**INPUT DATA**
[Start of Attachment]
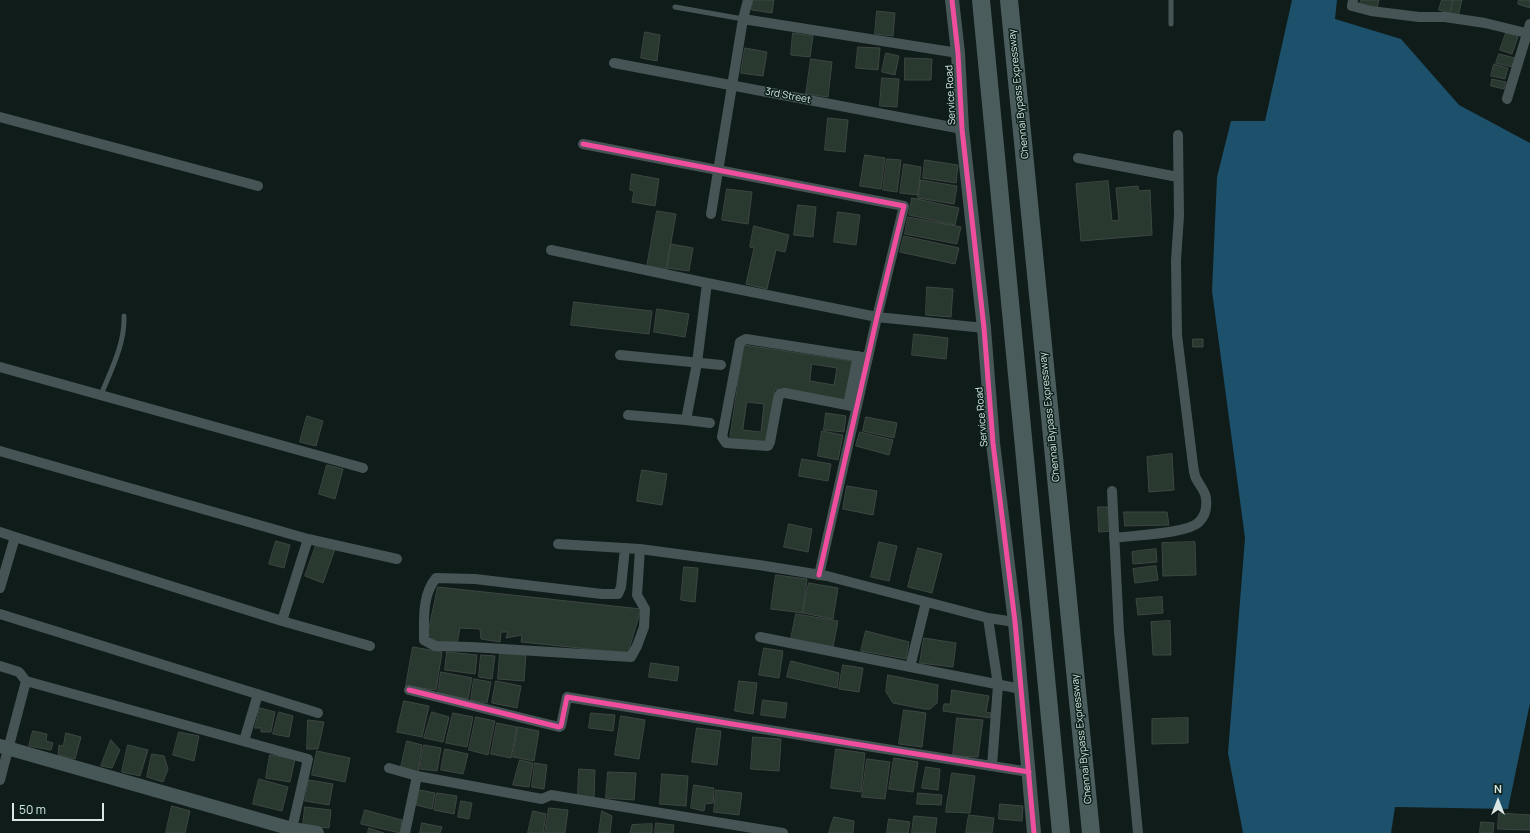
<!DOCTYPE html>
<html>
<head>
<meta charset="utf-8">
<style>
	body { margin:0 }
	#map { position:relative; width:1530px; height:833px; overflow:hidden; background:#101c19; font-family:Manrope,sans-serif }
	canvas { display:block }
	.north { position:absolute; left:1478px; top:781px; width:40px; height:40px; -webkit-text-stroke:3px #0c201b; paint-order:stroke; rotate:0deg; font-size:11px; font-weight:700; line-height:16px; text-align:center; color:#dae6e3 }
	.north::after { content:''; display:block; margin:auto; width:14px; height:18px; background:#dae6e3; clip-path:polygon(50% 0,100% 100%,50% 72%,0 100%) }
	.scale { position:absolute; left:12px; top:803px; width:92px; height:18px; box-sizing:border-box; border:2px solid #dae6e3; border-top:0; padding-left:5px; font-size:12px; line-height:14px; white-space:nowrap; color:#dae6e3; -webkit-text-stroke:3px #0c201b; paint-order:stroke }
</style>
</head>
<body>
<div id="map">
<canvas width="1530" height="833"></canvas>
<div class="north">N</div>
<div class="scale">50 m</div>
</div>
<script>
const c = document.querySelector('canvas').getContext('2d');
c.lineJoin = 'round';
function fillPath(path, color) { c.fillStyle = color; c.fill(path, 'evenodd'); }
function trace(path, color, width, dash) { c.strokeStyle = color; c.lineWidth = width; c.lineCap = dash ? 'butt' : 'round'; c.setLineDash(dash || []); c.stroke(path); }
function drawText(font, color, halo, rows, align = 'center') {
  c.font = font + ' Manrope,sans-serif'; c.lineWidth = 3; c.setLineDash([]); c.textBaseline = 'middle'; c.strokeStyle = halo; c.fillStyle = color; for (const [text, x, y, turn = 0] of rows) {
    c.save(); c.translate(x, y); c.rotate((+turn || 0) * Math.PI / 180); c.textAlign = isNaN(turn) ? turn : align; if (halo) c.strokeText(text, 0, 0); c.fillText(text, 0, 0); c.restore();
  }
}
fillPath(new Path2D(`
	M1292 0H1337L1335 19 1401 39 1459 105 1530 143V703L1508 809 1395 807 1391 833H1243L1228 753 1245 538 1212 291 1217 177 1231 121H1265Z`), '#1d506a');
const building = new Path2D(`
	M753 0H774L772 13 752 10Z
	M1361 0H1379L1377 8 1360 4Z
	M1442 0H1453L1450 13 1439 10Z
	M1454 0H1462L1458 17 1450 15Z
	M1519 0H1530V8L1518 4Z
	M877 11 895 13 893 36 875 34Z
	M645 32 660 35 657 61 641 58Z
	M793 33 813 36 810 57 791 55Z
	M1506 33 1518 37 1512 54 1500 50Z
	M858 47 880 48 878 70 856 68Z
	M745 48 767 52 763 76 741 73Z
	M886 53 899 56 895 75 882 72Z
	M1499 54 1515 58 1512 67 1496 63Z
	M905 58 932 59 931 80H905Z
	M811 59 832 62 828 97 806 94Z
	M1494 64 1508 68 1505 79 1491 76Z
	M882 78 899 79 897 107 880 106Z
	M1492 79 1506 82 1504 89 1491 86Z
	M828 118 848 120 845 152 825 150Z
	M865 155 885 158 881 189 860 186Z
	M887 159 901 160 897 192 883 190Z
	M925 160 958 165 956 183 923 178Z
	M904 164 921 167 918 195 900 193Z
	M632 174 659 179 655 206 632 202 634 191 630 190Z
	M921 180 957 186 954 204 918 198Z
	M1108 181 1112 221 1119 220 1116 188 1138 186 1139 191 1150 190 1152 235 1081 241 1076 184Z
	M727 189 752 192 748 224 722 220Z
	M912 198 959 208 955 225 909 215Z
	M798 205 816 207 813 237 794 235Z
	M657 211 676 214 666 271 647 267Z
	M838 212 860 215 856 245 834 242Z
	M908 217 961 227 957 244 905 234Z
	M754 226 789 235 785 252 776 250 767 289 746 284 754 248 750 247Z
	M904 236 959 248 955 264 900 252Z
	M671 244 693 248 689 271 667 268Z
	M927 287 953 289 951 317 926 315Z
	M574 302 652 311 649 334 571 325Z
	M657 309 689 314 685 337 654 332Z
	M914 334 948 338 946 359 912 355Z
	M1193 339H1203V347H1193Z
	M744 345 852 361 846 400 775 389 767 443 730 439ZM812 364 837 368 834 385 810 381ZM747 402 764 404 761 432 743 430Z
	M826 413 846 416 844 432 824 430Z
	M307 416 323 421 316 446 300 442Z
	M866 417 897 423 894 438 863 431Z
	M822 431 843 435 838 460 818 456Z
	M860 432 893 440 889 455 856 446Z
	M1172 454 1174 490 1149 492 1147 457Z
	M802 459 831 464 828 481 799 476Z
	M327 465 343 469 335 499 319 494Z
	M642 470 667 474 662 505 637 501Z
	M847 486 877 491 873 515 843 509Z
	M1098 507H1112L1113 531 1099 532Z
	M1124 512H1167L1169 525 1125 526Z
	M789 524 812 529 808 552 784 547Z
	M276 541 290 545 284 568 269 564Z
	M879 542 897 546 889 581 871 577Z
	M1195 542 1196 575 1163 576 1162 543Z
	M317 543 335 549 323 583 305 576Z
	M918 548 942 554 932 593 908 587Z
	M1156 549 1157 562 1133 564 1132 552Z
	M1156 566 1158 580 1135 583 1133 569Z
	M684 567 698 568 695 602 681 600Z
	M776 575 807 579 803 613 771 609Z
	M809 583 838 588 833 619 803 613Z
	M438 587 641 609 628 653 521 642 522 635 506 638 508 632H501L500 642 481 639 480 629 460 628 457 644 438 643 428 634Z
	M1162 597 1163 613 1138 615 1136 599Z
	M796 614 838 621 833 647 791 639Z
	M1170 621 1171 655H1153L1151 622Z
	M866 631 909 642 906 659 861 651Z
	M924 638 956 643 953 667 920 663Z
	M413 647 442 652 436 690 406 686Z
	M764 648 783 651 779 678 759 675Z
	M447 652 477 655 475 674 445 670Z
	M500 653 526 655 524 681 498 679Z
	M481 655 495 656 492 679 479 677Z
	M791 661 839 673 837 688 787 677Z
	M651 663 679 667 677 681 649 677Z
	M843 665 863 668 859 692 839 689Z
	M441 672 472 678 468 699 438 693Z
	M888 675 938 685 937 703 930 709H924L893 703 886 692Z
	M474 679 491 682 487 703 471 700Z
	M496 681 521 686 517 708 492 703Z
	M739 681 757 683 753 714 735 711Z
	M952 690 989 696 986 712 991 713 990 718 943 711 944 704H950Z
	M763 700 787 703 785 718 761 715Z
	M404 701 429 706 422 737 397 732Z
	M260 708 275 712 271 732H261V728H255Z
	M904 710 926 713 922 747 899 744Z
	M279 712 293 716 289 737 273 734Z
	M432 712 449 717 443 742 424 738Z
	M453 713 473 717 467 747 446 743Z
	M591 713 615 715 613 731 589 728Z
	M621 716 645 720 639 759 615 755Z
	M476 717 495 721 488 755 469 750Z
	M957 718 983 720 978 757 953 756Z
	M1188 718V743L1152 744V719Z
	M308 720 324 722 318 749H307Z
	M497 723 517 727 511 758 491 754Z
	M518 727 539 731 534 761 513 757Z
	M697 728 721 731 717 765 692 762Z
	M33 731 47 734 46 741 53 743 51 750 29 746Z
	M179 732 199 736 194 761 173 755Z
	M66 733 81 737 75 759 58 755 59 745 63 746Z
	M753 737 781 739 779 771 751 769Z
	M111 740 120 750 112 768 101 766Z
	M407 741 422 745 418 772 401 767Z
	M128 745 148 750 140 776 122 772Z
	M424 745 441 748 437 771 420 769Z
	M445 749 468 754 463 774 441 770Z
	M836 749 865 753 861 792 831 788Z
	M317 751 350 758 345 782 312 775Z
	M152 754 164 756 168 769 163 782 147 777Z
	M270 755 295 759 290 782 266 778Z
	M894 758 918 762 913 792 889 789Z
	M867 759 890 762 885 799 862 797Z
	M520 760 533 763 529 787 513 785Z
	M535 763 547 765 544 789 532 787Z
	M926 767 940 769 938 790 922 788Z
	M579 769 595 770 594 797 578 796Z
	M608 772 636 773 634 800 606 798Z
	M952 773 975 776 970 813 946 812Z
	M662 774 688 776 686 806 660 804Z
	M259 779 288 787 282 811 253 804Z
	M309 780 333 784 329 805 305 801Z
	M694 785 714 788 713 803 705 804 704 811 691 808Z
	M420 790 435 793 432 809 416 805Z
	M716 790 742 793 739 815 714 812Z
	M437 793 457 796 454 814 434 810Z
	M918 793 942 795 941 805 917 804Z
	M461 801 472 803 469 819 458 817Z
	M1000 804 1023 806 1022 821 999 819Z
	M172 806 190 811 185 833H166Z
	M305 807 331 810 329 828 303 826Z
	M549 808 568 810 565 833H545Z
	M365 810 402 820 400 833 361 824Z
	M533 811 546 814 543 833H528Z
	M602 811 612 816 610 833H599Z
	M1499 813 1530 815V830L1498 829Z
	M969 815 994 818 992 833H966Z
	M914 816 937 818 935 833H912Z
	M834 817 854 821 853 833H829Z
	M889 819 910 822 908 833H887Z
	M1481 822 1494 823 1493 833H1480Z
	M422 823 442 827 440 833H420Z
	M656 823 674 825 673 833H655Z
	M652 824V833H630L632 825Z
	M369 828 384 833H368Z`);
fillPath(building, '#293930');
trace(building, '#3e4642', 1);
trace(new Path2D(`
	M1171 0V24
	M675 7 743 19
	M101 395C111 370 125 344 124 316`), '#475455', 5);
trace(new Path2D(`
	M1353 0 1352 6 1371 11 1419 17H1445L1485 23 1526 33
	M743 19 958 53
	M614 63 962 129
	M1507 99 1530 24
	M0 117 258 186
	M583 144 904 206 877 317 819 575
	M1078 158 1178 177
	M711 214 743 19 748 0
	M551 250 707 283 877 317 984 328
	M620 355 721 365
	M0 367 363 468
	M848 405 858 356
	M857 407 785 393 780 394 778 399 770 442 768 446 726 443 722 437 740 342 746 339 868 358
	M628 415 686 420 697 363 707 283
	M686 420 710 423
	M0 451 308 539 282 621
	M1112 491 1119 632 1138 833
	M0 532 15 537
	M1114 538C1133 535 1187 534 1199 522 1205 516 1207 507 1206 499 1206 492 1200 486 1197 480 1194 476 1194 470 1193 465L1177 335 1176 260 1179 216 1178 135
	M308 539 397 559
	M558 544 640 549 759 565 827 576 988 618 1015 622
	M625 548 621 587 618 594H602L475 579 436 578C422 595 424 619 424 640L435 646 471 647 631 657 637 646 644 627 645 609 637 595 640 549
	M0 588 15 537 282 621 370 646
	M0 614 318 713
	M988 618 998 685 992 766
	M760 637 1021 689
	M0 666 19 672 26 681 0 780
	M910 667 926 602
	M26 681 308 759 291 833
	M409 690 559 727 561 726 567 697C720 723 875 747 1029 772
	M244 741 258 694
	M389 768 417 776
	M405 833 417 776 542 799 551 795 783 833`), '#475455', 10);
trace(new Path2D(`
	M952 0 958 53 962 129 984 328 993 443 1015 622 1034 833
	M0 746 292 829 317 833`), '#475757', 14);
trace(new Path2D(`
	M981 0 1061 833
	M1009 0 1091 833`), '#4a5c5c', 18);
trace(new Path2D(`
	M952 0 958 53 962 129 984 328 993 443 1015 622 1034 833
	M583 144 904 206 877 317 819 575
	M409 690 559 727 561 726 567 697C720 723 875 747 1029 772`), '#ef4d9e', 5);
drawText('10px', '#dae6e3', '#0c201b', [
	["Chennai Bypass Expressway",1019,94,-96],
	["Service Road",951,95,-93],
	["3rd Street",788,96,11],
	["Service Road",982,417,-95],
	["Chennai Bypass Expressway",1050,417,-96],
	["Chennai Bypass Expressway",1082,739,-96]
]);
</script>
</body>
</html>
[End of Attachment]
**ACTIVITY**
Please copy out each line of the listing above that contains the string "setLineDash".

**RESPONSE FOR THIS EXERCISE**
function trace(path, color, width, dash) { c.strokeStyle = color; c.lineWidth = width; c.lineCap = dash ? 'butt' : 'round'; c.setLineDash(dash || []); c.stroke(path); }
  c.font = font + ' Manrope,sans-serif'; c.lineWidth = 3; c.setLineDash([]); c.textBaseline = 'middle'; c.strokeStyle = halo; c.fillStyle = color; for (const [text, x, y, turn = 0] of rows) {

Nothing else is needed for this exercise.